-- Information shown follows --

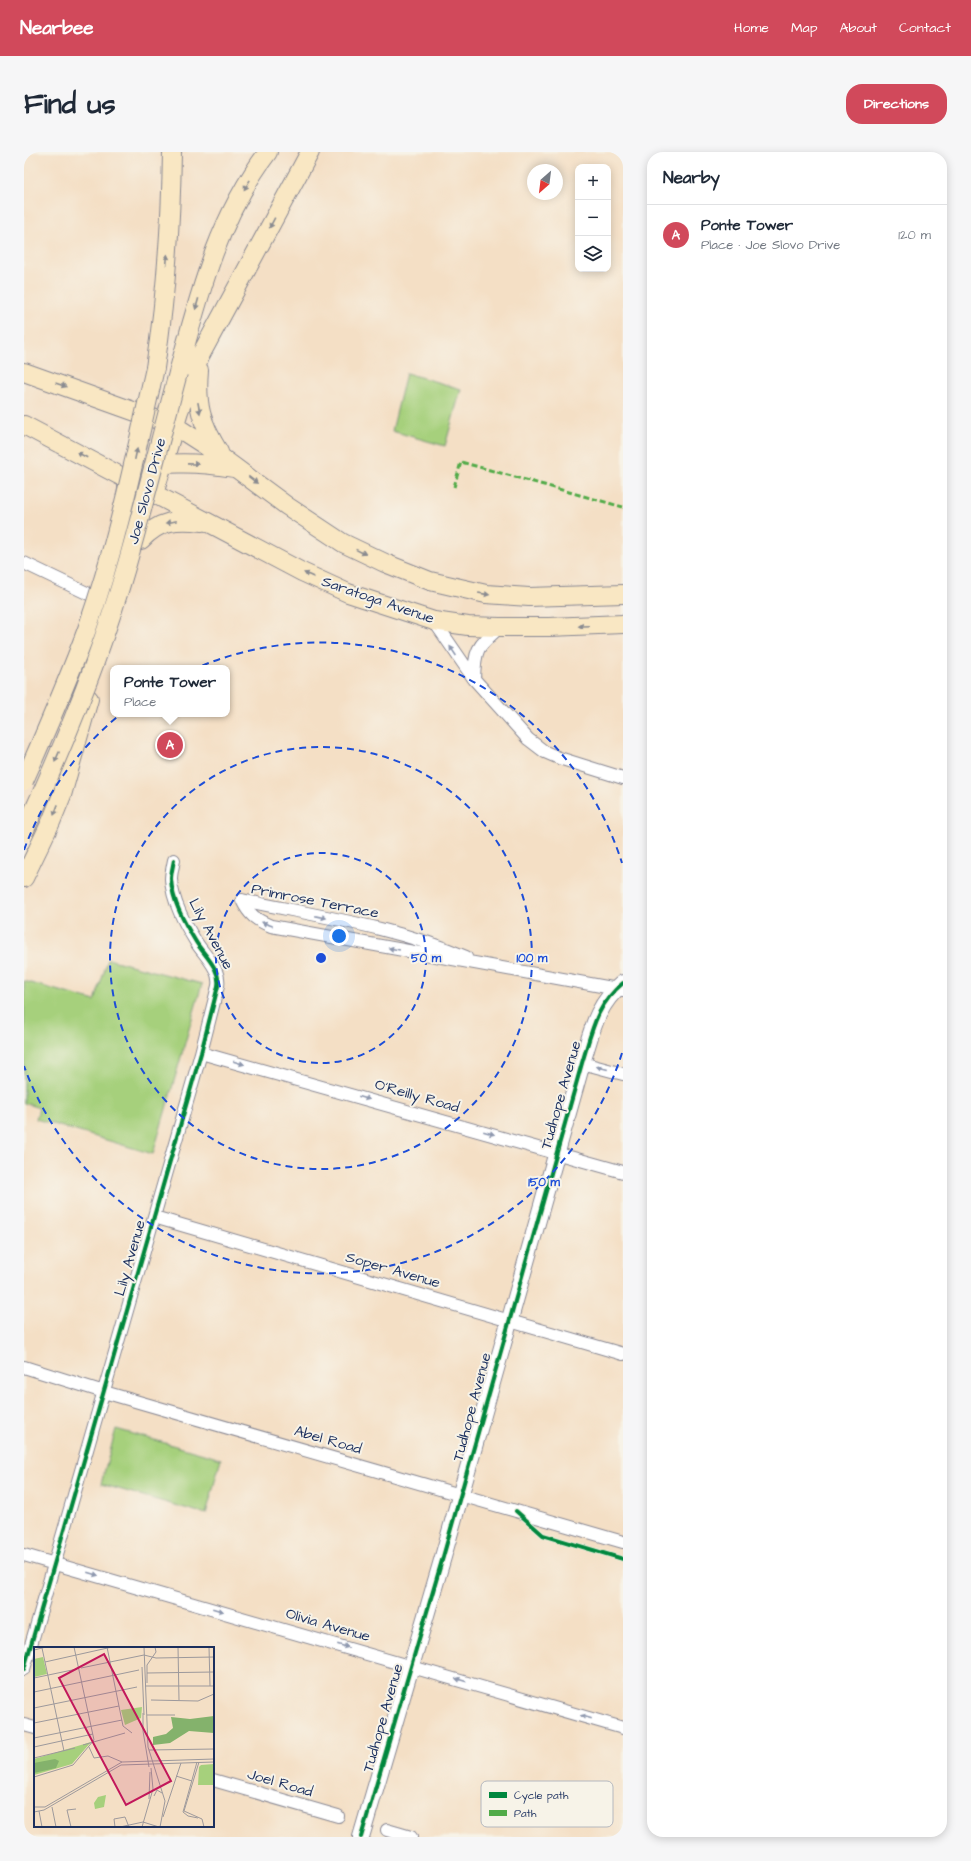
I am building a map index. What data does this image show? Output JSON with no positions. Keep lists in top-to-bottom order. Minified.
{"streets":{"main road":["Joe Slovo Drive","Saratoga Avenue"],"street":["Primrose Terrace","Lily Avenue","Tudhope Avenue","O'Reilly Road","Soper Avenue","Abel Road","Olivia Avenue","Joel Road"]},"crossings":[["Primrose Terrace","Tudhope Avenue"],["Lily Avenue","O'Reilly Road"],["Lily Avenue","Soper Avenue"],["Lily Avenue","Abel Road"],["Lily Avenue","Olivia Avenue"],["Tudhope Avenue","O'Reilly Road"],["Tudhope Avenue","Soper Avenue"],["Tudhope Avenue","Abel Road"],["Tudhope Avenue","Olivia Avenue"]],"one_way":["O'Reilly Road"],"legend":["Cycle path","Path"],"north":"bottom left","page":{"header":"Nearbee","nav":["Home","Map","About","Contact"],"buttons":"Directions","title":"Find us","heading":"Nearby","map_buttons":["+","−"],"list":[{"mark":"A","name":"Ponte Tower","note":"Place · Joe Slovo Drive","value":"120 m"}],"popup":["Ponte Tower","Place"],"pins":"A"},"rings":["50 m","100 m","150 m"]}
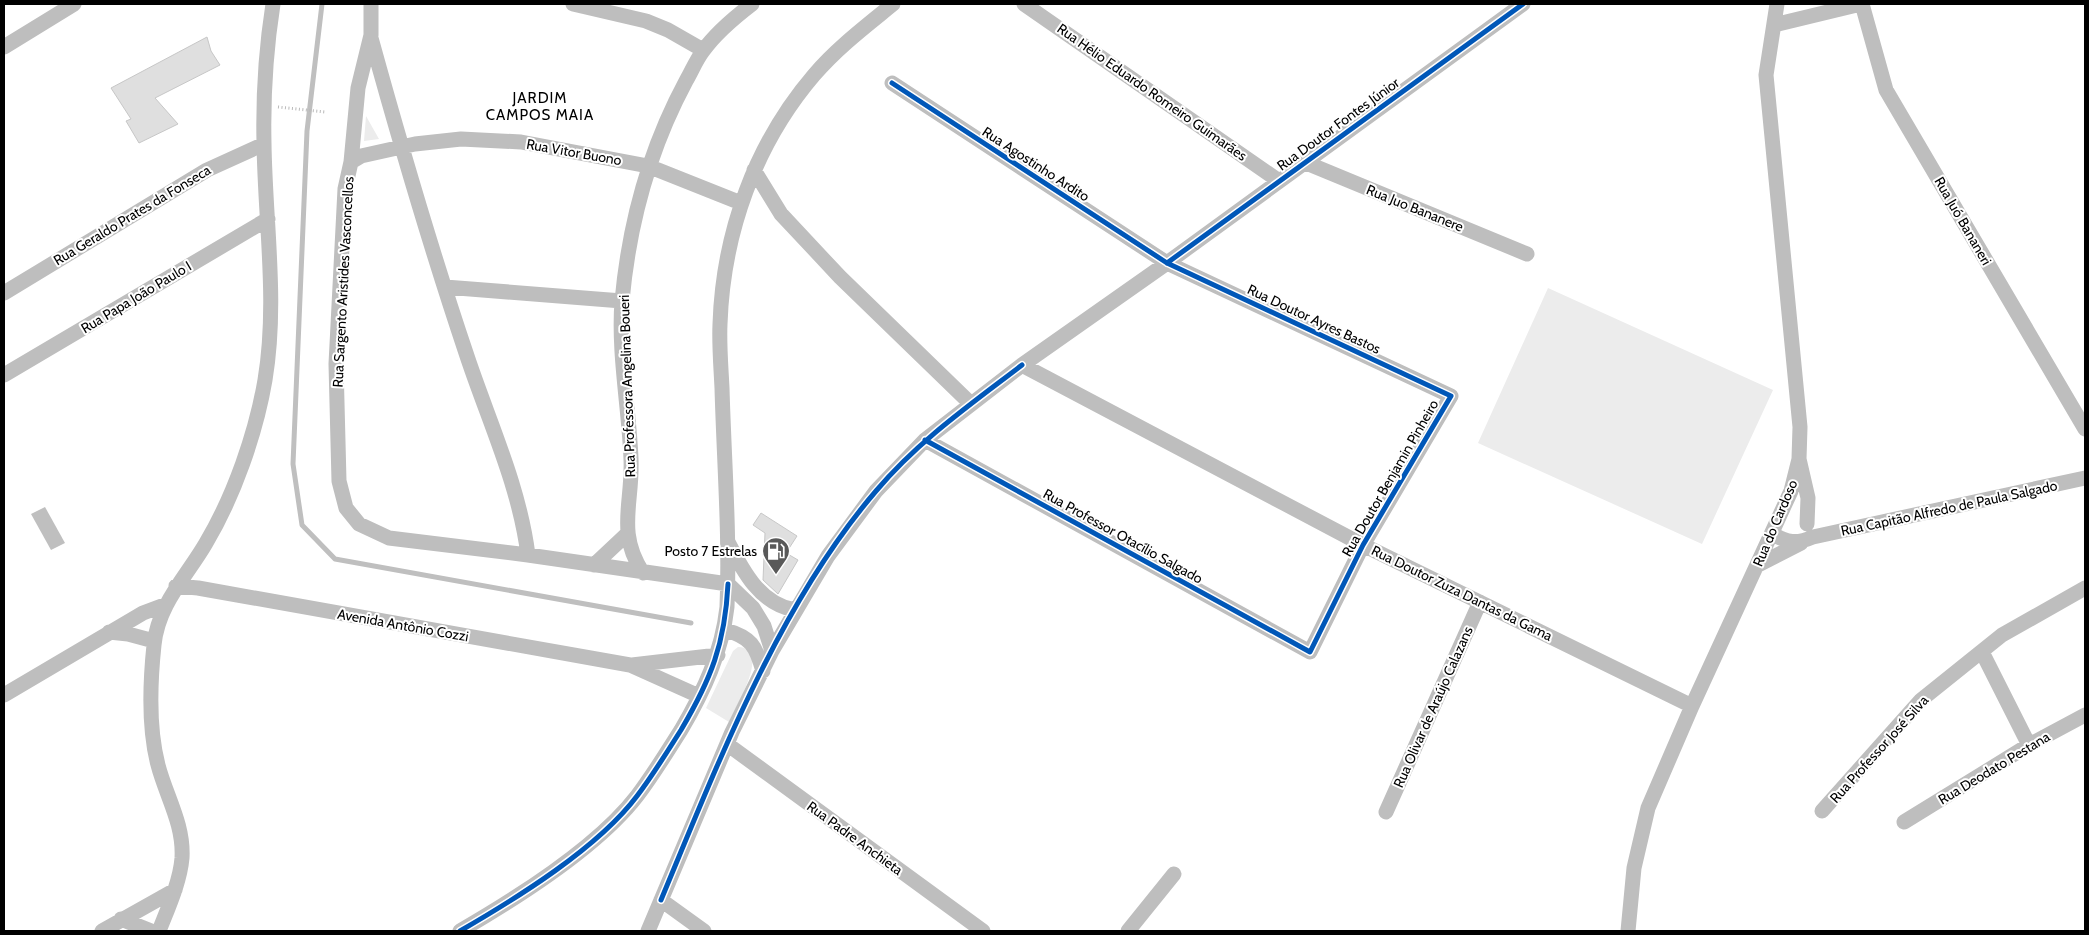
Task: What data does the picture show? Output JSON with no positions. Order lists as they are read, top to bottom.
{
  "streets": {
    "street": [
      "Rua Hélio Eduardo Romeiro Guimarães",
      "Rua Doutor Fontes Júnior",
      "Rua Vitor Buono",
      "Rua Agostinho Ardito",
      "Rua Juo Bananere",
      "Rua Geraldo Prates da Fonseca",
      "Rua Juó Bananeri",
      "Rua Sargento Aristides Vasconcellos",
      "Rua Papa João Paulo I",
      "Rua Doutor Ayres Bastos",
      "Rua Professora Angelina Boueri",
      "Rua Doutor Benjamin Pinheiro",
      "Rua Capitão Alfredo de Paula Salgado",
      "Rua do Cardoso",
      "Rua Professor Otacílio Salgado",
      "Rua Doutor Zuza Dantas da Gama",
      "Avenida Antônio Cozzi",
      "Rua Olivar de Araújo Calazans",
      "Rua Professor José Silva",
      "Rua Deodato Pestana",
      "Rua Padre Anchieta"
    ]
  },
  "crossings": [
    ["Rua Hélio Eduardo Romeiro Guimarães", "Rua Doutor Fontes Júnior"],
    ["Rua Doutor Fontes Júnior", "Rua Agostinho Ardito"],
    ["Rua Doutor Fontes Júnior", "Rua Juo Bananere"],
    ["Rua Doutor Fontes Júnior", "Rua Doutor Ayres Bastos"],
    ["Rua Doutor Fontes Júnior", "Rua Professor Otacílio Salgado"],
    ["Rua Doutor Fontes Júnior", "Rua Doutor Zuza Dantas da Gama"],
    ["Rua Doutor Fontes Júnior", "Rua Padre Anchieta"],
    ["Rua Vitor Buono", "Rua Sargento Aristides Vasconcellos"],
    ["Rua Vitor Buono", "Rua Professora Angelina Boueri"],
    ["Rua Agostinho Ardito", "Rua Doutor Ayres Bastos"],
    ["Rua Sargento Aristides Vasconcellos", "Rua Professora Angelina Boueri"],
    ["Rua Doutor Ayres Bastos", "Rua Doutor Benjamin Pinheiro"],
    ["Rua Doutor Benjamin Pinheiro", "Rua Professor Otacílio Salgado"],
    ["Rua Doutor Benjamin Pinheiro", "Rua Doutor Zuza Dantas da Gama"],
    ["Rua Capitão Alfredo de Paula Salgado", "Rua do Cardoso"],
    ["Rua do Cardoso", "Rua Doutor Zuza Dantas da Gama"],
    ["Rua Doutor Zuza Dantas da Gama", "Rua Olivar de Araújo Calazans"]
  ],
  "districts": ["JARDIM CAMPOS MAIA"],
  "places": {
    "fuel station": ["Posto 7 Estrelas"]
  }
}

-- Information shown concluded --

- _Work to be completed_:
If a line in the records above holds the string "Júnior", copy it out.

- _Exercise answer_:
      "Rua Doutor Fontes Júnior",
    ["Rua Hélio Eduardo Romeiro Guimarães", "Rua Doutor Fontes Júnior"],
    ["Rua Doutor Fontes Júnior", "Rua Agostinho Ardito"],
    ["Rua Doutor Fontes Júnior", "Rua Juo Bananere"],
    ["Rua Doutor Fontes Júnior", "Rua Doutor Ayres Bastos"],
    ["Rua Doutor Fontes Júnior", "Rua Professor Otacílio Salgado"],
    ["Rua Doutor Fontes Júnior", "Rua Doutor Zuza Dantas da Gama"],
    ["Rua Doutor Fontes Júnior", "Rua Padre Anchieta"],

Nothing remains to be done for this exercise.